(Items from a dataset)
-------------------------

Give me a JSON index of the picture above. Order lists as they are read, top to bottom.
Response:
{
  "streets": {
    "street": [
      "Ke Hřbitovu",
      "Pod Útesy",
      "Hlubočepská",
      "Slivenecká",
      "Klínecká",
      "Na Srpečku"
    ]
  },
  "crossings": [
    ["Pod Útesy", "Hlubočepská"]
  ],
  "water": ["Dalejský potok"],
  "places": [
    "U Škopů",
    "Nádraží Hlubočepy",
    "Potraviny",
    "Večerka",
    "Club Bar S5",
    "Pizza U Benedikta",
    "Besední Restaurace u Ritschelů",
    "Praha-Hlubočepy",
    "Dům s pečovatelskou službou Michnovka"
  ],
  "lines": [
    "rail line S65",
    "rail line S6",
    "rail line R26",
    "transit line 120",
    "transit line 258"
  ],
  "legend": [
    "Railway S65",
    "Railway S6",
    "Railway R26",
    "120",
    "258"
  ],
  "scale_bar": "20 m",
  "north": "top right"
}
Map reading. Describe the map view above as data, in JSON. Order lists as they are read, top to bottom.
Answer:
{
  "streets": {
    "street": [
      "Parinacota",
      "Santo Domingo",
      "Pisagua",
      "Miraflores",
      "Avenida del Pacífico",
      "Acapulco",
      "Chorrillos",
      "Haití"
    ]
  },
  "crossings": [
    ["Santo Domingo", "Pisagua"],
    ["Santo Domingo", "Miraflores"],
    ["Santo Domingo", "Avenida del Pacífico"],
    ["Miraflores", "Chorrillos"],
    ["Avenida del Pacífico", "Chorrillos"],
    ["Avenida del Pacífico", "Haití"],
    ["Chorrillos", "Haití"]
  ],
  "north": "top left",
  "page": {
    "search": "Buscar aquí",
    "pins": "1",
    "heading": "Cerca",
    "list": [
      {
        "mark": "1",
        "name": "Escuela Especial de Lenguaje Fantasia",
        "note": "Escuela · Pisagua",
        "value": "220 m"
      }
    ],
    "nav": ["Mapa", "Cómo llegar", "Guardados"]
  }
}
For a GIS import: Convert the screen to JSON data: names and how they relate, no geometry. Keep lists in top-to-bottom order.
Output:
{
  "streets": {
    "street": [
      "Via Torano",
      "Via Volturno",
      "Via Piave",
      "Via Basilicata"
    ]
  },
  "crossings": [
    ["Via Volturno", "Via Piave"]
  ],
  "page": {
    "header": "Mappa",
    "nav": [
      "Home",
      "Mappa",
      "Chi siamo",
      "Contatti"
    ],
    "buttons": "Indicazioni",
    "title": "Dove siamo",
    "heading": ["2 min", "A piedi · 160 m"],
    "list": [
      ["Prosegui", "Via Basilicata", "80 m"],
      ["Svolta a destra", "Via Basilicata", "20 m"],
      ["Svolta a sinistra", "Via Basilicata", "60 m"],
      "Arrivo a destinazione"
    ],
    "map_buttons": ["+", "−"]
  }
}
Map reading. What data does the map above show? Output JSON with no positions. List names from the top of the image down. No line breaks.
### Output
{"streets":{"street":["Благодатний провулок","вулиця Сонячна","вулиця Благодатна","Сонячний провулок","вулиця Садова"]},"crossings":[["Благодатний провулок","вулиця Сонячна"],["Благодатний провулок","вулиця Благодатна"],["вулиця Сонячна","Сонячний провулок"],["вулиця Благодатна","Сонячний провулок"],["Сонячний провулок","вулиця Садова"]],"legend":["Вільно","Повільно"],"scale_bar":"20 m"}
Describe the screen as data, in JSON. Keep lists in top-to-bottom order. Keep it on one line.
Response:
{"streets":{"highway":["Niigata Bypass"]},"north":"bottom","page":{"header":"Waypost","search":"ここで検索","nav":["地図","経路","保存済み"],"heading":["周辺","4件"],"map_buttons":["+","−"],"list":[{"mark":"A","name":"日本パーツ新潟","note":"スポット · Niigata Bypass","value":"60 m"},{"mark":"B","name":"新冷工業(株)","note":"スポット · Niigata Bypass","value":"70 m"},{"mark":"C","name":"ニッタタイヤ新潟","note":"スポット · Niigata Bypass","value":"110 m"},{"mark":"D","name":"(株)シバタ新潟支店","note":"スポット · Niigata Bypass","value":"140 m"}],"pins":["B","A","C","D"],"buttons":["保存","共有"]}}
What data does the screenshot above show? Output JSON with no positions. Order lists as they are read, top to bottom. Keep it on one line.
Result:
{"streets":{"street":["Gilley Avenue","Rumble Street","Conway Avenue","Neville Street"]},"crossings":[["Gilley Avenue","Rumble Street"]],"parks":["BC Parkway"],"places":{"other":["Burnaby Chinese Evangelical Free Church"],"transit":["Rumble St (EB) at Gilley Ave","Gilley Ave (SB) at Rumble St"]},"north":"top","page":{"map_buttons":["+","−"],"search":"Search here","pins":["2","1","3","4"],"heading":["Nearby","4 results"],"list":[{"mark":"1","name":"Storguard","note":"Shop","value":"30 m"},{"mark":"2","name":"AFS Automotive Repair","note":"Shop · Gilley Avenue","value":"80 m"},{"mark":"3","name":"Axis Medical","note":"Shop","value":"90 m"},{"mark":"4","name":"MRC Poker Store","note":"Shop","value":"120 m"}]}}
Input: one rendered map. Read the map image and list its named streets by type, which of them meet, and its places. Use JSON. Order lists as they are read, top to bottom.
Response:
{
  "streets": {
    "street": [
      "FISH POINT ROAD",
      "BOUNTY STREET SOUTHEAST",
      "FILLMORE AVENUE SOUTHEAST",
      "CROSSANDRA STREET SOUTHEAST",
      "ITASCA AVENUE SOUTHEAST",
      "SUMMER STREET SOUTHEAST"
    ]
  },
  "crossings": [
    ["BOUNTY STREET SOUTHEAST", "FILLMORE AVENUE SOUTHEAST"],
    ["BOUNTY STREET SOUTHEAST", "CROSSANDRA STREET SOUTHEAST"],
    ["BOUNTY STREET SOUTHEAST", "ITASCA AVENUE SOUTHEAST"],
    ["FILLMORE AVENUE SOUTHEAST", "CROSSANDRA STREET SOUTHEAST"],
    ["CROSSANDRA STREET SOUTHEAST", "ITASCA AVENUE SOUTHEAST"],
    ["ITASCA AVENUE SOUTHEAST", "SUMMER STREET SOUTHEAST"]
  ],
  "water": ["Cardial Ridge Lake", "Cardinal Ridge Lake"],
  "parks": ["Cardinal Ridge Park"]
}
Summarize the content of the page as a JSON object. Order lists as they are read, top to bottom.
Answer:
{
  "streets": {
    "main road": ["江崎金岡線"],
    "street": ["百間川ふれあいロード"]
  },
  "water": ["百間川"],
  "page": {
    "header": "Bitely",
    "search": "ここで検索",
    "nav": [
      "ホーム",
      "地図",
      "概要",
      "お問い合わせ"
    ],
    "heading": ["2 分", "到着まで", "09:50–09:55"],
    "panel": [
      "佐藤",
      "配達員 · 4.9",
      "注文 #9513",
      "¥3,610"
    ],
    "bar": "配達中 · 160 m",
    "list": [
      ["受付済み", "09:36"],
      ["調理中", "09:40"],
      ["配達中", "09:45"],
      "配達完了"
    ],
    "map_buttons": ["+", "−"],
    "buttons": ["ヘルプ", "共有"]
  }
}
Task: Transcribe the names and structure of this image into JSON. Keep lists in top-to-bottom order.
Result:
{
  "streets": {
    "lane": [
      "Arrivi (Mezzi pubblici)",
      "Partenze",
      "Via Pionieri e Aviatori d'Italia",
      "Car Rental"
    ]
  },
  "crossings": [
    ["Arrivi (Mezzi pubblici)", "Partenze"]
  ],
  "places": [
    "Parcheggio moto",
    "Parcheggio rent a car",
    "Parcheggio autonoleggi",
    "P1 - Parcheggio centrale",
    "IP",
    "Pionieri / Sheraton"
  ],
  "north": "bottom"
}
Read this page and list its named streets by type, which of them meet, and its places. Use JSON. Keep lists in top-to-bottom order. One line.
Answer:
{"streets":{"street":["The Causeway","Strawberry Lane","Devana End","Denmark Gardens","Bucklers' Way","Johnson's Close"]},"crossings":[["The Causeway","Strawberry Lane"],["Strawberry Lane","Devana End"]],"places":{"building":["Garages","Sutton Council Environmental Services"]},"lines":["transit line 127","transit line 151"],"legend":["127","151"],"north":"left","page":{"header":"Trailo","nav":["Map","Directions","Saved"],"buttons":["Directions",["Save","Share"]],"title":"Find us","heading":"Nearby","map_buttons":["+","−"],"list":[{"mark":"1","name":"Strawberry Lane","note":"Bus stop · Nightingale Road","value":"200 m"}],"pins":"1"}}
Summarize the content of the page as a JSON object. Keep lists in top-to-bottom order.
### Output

-------------------------

ABOUT THIS EXERCISE:
Give back, word for word, the lines of the records that run from the one holding "Read this page" to the very last.

RESPONSE AREA:
Read this page and list its named streets by type, which of them meet, and its places. Use JSON. Keep lists in top-to-bottom order. One line.
Answer:
{"streets":{"street":["The Causeway","Strawberry Lane","Devana End","Denmark Gardens","Bucklers' Way","Johnson's Close"]},"crossings":[["The Causeway","Strawberry Lane"],["Strawberry Lane","Devana End"]],"places":{"building":["Garages","Sutton Council Environmental Services"]},"lines":["transit line 127","transit line 151"],"legend":["127","151"],"north":"left","page":{"header":"Trailo","nav":["Map","Directions","Saved"],"buttons":["Directions",["Save","Share"]],"title":"Find us","heading":"Nearby","map_buttons":["+","−"],"list":[{"mark":"1","name":"Strawberry Lane","note":"Bus stop · Nightingale Road","value":"200 m"}],"pins":"1"}}
Summarize the content of the page as a JSON object. Keep lists in top-to-bottom order.
### Output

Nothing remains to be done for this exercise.